As Salvat has been teasing the record with a handful of singles, his confidence has been on full display, brimming and bright, reflective of a more mature musician and songwriter, a riskier storyteller, sharing more of himself than the days of his first EP in 2014, perhaps somewhat subconsciously.

"I feel like it's less revealing than my old stuff," he confesses, adding: "But I often find with my writing, when I'm trying to be really honest, my discomfort with my honesty can get in the way without me even realizing it ... and when I'm not trying so hard to be precise with my story, to conjure an experience which is pretty universal—like 'One More Night' is like, you just had somebody in bed, having sex.
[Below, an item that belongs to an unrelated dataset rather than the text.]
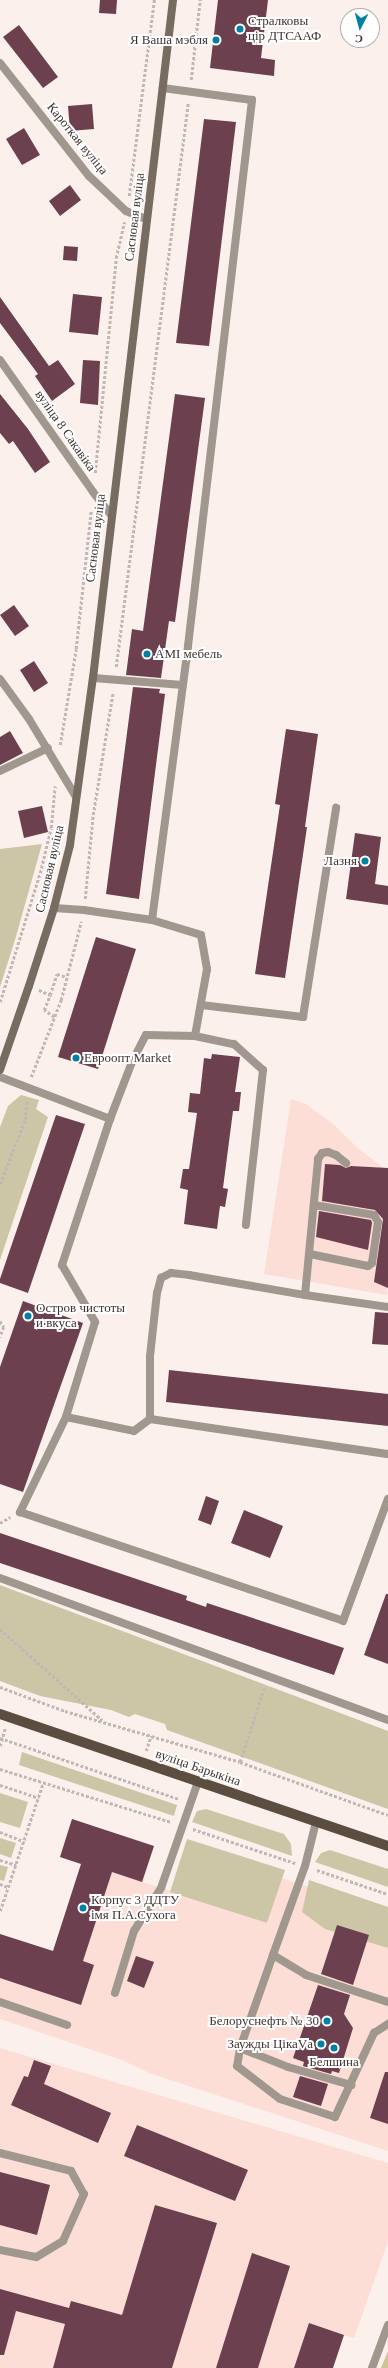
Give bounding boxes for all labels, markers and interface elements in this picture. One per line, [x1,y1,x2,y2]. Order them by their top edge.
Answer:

But you're actually remembering what it was like. And I'm less concerned about being so specific to my own experience, it's actually more intimate."

For Salvat, this new record is about tying together threads of the last decade and the closing of a chapter, following a series of changes in his personal life, his career and various relationships, inspired by distance, not only because of the last couple of years, but simply the reality of life, as Salvat has come to understand.

"We're always separate from each other," he says. "And I have wanted for a long time in my life to not be separate, but to have that sense of completion. And I would dare say that every single human being has that sense of desire. It's the experience of being in the womb. You're literally part of someone else's body, and then you're not and you never will be again. And I guess the closest you might get to that is penetrative sex, in a way, but there's this hunger we all feel. And part of the human experience and maturing emotionally is how you negotiate that and how you feel comfortable in that distance."

Photo courtesy artist

Strange as it might seem to admit at the outset of a new album cycle, Salvat says he plans to take some time away after Islands is released, not so much a hiatus but a break to regroup and evaluate his sound.

"I'm going to focus on my writing for a little while," he explains. "I've released two and a half albums in about two years. And it's not going to be a long break, like the one between Night Swim and Modern Anxiety," he says, noting the five years between his 2015 debut record and the 2020 followup. "But of course, that wasn't my choice."

For his first two full-lengths, Salvat was signed to Sony, one of the aforementioned "relationships" now in the singer's past, something for which he is grateful, even if it comes with its challenges, as he recently addressed in a candid note to fans about the heartbreak of canceling his upcoming tour, including European shows which were several months away.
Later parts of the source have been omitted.